Davalı vekili, davalının kooperatifin birinci kısım ortağı olduğunu, yönetimce, bu ortakların başkaca ödeme yapmayacağının söylendiğini, 1999 ve 2002 yılları arası talep edilen alacağın zamanaşımına uğradığını, davacı kooperatifin ödenmesini istediği aidatların dayanaklarını gösteremediğini, 1992 yılında alınan kararın daha sonraki yılları bağlamayacağını, ruhsat ve tapu alınması için istenen 260,00 TL nin ödenmiş olduğunu, mahkemenin 2002/233 esas sayılı dosyasında bilirkişi raporunda birinci kısım ortaklardan alınan aidatların dairenin maliyetinden çok fazla olduğunun saptandığını savunarak, davanın reddine karar verilmesini talep etmiştir.
Mahkemece, iddia, savunma ve tüm dosya kapsamına göre, davalının istifa tarihi olan 17.06.2002 tarihine kadar aidat ödeme yükümlülüğünün bulunduğu, bu tarihten sonra kendisinden aidat ödemesinin istenemeyeceği, davalının 17.06.2002 tarihi itibariyle 2.390,00 TL aidat, 2.931,60 TL gecikme faizi ve istifa tarihinden takip tarihine kadar 3.569,66 TL işlemiş faiz borcunun bulunduğu gerekçesiyle, davanın kısmen kabulüne, davacının icra inkar tazminatı talebinin kısmen kabulü ile davalının tazminat talebinin reddine karar verilmiştir.

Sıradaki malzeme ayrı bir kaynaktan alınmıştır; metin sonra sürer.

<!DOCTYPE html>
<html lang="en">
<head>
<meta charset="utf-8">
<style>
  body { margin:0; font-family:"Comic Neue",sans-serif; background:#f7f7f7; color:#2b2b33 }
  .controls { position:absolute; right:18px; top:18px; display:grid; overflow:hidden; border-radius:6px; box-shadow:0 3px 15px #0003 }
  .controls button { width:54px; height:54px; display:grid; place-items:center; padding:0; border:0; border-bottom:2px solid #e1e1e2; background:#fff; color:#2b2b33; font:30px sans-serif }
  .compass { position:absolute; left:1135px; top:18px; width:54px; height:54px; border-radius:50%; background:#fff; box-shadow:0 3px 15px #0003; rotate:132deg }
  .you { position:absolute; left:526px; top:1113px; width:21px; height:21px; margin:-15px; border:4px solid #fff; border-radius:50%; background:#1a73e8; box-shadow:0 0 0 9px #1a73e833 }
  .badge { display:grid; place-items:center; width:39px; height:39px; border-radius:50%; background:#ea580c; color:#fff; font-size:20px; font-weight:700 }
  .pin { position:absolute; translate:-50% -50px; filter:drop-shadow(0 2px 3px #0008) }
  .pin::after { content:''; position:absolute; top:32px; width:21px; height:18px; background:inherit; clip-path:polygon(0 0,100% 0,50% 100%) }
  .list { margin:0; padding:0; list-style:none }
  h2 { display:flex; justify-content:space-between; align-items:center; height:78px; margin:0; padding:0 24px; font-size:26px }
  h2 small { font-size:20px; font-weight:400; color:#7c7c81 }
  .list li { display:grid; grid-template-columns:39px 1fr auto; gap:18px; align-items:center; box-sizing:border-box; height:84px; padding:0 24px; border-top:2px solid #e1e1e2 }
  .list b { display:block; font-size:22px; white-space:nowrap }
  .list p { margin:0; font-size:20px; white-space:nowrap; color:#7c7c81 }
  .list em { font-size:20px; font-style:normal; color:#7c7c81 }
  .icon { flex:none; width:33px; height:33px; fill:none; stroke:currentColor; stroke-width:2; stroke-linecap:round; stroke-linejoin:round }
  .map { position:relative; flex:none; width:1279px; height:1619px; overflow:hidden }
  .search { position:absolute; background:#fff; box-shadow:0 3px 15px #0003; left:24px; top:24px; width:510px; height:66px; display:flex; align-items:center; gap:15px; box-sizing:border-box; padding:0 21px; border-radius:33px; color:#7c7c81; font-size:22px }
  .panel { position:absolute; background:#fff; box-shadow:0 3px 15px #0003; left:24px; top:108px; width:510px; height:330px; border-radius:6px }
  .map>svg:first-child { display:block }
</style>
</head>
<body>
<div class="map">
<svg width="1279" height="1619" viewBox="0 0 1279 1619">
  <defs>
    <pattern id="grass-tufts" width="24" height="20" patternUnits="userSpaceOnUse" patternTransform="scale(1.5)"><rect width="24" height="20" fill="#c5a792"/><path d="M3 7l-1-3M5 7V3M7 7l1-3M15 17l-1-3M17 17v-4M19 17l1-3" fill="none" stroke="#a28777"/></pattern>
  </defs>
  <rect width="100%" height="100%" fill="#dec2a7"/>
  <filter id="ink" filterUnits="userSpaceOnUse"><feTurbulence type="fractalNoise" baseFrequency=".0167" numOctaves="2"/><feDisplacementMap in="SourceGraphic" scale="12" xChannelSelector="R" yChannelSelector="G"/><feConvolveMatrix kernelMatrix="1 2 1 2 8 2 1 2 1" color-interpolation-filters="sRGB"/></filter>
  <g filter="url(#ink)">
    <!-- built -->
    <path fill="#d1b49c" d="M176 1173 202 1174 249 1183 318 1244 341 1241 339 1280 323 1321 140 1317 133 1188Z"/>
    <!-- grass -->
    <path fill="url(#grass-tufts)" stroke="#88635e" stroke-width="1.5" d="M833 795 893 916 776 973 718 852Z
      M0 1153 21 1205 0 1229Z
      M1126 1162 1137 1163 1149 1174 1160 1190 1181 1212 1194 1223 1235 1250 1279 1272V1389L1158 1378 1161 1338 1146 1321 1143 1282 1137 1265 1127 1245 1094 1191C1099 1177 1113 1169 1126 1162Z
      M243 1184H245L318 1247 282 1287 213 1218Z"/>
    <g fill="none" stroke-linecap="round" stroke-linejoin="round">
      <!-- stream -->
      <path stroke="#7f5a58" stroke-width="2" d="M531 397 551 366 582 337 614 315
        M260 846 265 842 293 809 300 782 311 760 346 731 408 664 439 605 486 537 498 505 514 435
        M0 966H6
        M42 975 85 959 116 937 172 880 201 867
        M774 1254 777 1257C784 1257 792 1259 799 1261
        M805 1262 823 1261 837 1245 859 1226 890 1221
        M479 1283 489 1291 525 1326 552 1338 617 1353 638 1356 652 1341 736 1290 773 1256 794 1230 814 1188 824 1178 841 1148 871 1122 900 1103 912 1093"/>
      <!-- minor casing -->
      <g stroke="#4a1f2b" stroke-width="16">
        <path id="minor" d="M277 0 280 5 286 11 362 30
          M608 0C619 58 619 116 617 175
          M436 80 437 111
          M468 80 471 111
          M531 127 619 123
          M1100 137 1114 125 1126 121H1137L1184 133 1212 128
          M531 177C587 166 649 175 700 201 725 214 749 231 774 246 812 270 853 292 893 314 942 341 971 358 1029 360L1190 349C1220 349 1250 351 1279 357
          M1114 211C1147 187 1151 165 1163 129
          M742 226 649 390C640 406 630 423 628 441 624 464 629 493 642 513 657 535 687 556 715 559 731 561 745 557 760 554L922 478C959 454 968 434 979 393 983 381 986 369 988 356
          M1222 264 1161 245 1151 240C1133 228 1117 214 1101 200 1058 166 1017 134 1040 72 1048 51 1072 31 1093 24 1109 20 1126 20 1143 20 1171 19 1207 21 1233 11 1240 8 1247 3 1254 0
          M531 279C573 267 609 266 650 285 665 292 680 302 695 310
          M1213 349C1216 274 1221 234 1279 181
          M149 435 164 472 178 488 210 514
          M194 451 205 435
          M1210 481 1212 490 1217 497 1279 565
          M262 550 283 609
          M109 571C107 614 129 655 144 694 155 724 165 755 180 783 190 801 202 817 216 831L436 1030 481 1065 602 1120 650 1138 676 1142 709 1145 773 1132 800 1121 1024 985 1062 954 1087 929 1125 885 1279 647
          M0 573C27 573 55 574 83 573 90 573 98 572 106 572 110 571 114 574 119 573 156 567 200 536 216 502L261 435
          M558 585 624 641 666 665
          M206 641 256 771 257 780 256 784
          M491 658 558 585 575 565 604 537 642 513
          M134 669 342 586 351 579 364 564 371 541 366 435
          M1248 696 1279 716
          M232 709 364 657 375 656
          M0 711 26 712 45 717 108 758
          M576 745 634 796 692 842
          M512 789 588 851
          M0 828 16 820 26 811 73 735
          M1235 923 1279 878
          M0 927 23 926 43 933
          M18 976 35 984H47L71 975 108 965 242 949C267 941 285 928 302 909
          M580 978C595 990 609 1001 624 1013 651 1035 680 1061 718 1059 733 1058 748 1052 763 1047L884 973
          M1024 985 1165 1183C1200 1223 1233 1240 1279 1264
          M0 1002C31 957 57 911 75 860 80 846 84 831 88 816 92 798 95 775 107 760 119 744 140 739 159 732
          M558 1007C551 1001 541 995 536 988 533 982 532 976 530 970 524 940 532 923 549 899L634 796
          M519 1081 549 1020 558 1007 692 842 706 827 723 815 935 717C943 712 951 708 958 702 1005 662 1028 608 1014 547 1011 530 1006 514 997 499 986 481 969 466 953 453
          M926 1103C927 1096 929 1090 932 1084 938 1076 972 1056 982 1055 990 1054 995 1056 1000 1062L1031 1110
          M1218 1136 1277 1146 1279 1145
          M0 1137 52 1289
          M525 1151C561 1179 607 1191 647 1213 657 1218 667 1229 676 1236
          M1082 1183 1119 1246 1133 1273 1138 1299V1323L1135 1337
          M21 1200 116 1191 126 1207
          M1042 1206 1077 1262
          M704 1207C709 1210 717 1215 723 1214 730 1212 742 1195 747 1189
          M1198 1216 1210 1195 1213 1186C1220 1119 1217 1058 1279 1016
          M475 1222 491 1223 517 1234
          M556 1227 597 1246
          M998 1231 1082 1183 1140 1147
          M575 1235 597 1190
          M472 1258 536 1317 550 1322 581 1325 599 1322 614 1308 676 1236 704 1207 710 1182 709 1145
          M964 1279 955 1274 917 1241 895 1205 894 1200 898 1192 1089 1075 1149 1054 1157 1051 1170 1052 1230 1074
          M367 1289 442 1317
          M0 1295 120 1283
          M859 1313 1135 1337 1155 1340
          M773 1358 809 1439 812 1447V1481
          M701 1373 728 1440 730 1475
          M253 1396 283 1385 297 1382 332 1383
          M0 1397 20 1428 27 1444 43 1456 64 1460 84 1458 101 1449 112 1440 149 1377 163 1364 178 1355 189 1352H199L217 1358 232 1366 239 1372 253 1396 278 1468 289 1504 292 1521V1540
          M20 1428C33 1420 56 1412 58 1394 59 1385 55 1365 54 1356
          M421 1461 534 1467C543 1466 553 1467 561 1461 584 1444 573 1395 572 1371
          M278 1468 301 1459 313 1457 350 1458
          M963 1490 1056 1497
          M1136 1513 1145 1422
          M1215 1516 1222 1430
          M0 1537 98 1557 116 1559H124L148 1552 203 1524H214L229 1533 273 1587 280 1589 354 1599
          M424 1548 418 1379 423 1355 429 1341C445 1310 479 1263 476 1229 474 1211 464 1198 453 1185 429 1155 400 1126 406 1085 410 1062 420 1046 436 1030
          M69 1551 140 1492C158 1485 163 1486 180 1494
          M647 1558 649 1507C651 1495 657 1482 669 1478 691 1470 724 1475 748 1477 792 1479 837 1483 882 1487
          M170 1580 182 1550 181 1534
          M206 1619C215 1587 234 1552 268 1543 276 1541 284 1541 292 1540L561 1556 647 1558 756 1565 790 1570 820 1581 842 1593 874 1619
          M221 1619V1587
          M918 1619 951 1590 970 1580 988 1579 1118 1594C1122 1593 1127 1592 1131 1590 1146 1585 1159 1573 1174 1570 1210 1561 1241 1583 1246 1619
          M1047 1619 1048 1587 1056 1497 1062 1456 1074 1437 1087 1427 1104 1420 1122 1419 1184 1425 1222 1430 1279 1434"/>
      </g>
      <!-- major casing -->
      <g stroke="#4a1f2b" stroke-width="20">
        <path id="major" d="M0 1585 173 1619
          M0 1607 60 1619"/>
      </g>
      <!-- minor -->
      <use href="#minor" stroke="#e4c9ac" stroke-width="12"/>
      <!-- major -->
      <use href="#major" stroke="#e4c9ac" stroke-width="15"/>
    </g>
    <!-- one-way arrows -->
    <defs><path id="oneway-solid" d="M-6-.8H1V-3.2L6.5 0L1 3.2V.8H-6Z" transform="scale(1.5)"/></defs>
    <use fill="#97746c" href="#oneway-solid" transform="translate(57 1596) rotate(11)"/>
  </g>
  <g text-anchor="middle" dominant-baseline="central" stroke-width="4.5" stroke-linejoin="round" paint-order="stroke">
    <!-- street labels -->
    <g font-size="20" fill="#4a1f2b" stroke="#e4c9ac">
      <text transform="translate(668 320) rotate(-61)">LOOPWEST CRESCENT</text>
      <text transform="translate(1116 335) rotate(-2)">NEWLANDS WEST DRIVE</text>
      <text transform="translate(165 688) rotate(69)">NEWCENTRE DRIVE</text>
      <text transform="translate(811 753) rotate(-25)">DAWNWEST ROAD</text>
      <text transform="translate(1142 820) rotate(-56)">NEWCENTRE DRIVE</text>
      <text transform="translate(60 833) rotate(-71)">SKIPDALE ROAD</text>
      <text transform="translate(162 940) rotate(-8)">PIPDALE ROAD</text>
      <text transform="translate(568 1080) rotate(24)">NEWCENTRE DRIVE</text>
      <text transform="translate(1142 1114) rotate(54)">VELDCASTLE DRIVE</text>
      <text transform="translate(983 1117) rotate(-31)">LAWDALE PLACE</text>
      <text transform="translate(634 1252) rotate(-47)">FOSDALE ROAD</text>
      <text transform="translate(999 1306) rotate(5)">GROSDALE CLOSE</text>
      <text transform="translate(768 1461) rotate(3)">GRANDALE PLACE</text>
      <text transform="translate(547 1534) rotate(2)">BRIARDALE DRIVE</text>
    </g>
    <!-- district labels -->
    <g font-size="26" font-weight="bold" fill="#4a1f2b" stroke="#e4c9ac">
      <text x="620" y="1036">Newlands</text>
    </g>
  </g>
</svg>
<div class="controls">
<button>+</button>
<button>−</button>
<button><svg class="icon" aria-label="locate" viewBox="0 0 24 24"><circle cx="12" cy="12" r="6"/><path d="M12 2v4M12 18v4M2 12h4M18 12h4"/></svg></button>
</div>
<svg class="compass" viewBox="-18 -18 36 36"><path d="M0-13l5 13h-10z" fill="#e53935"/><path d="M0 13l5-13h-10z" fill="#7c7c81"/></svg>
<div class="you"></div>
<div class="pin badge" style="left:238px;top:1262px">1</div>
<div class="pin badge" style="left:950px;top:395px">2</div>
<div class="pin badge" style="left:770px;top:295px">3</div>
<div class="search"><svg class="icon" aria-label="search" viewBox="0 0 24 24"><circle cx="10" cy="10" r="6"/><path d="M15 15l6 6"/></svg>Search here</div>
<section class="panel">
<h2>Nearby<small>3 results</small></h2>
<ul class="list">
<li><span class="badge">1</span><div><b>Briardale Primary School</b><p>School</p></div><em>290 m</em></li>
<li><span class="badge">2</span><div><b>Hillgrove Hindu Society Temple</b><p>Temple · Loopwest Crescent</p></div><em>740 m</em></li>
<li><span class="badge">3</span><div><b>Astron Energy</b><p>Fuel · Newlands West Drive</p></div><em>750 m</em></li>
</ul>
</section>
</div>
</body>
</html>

Karar, davacı vekili tarafından temyiz edilmiştir.
Dava, davacı kooperatifin alacağının tahsili için başlatılan icra takibine yapılan itirazın iptaline ilişkindir. Kural olarak davalı, üyesi olduğu davacı kooperatifin belirlediği aidat borçlarından sorumludur. Davalı, kooperatif üyeliğinden istifa ettikten sonra, bu tarihten takip tarihine kadar, davacı kooperatifin birinci etabında bulunan dairesi nedeniyle genel hizmetlerden yararlandığına göre bu yararlanmanın karşılığı olan genel giderlerden sorumlu olacaktır. Bu durumda mahkemece açıklanan hususlar üzerinde durulup davalının sorumluluğunun belirlenmesi gerekirken eksik incelemeye dayalı olarak yazılı şekilde hüküm kurulmasında isabet görülmemiştir.
SONUÇ: Yukarıda açıklanan nedenlerle, davacı vekilinin temyiz itirazlarının kabulü ile hükmün davacı yararına BOZULMASINA, peşin alınan harcın istek halinde iadesine, karar düzeltme yolu kapalı olmak üzere 25.04.2012 tarihinde oybirliğiyle karar verildi.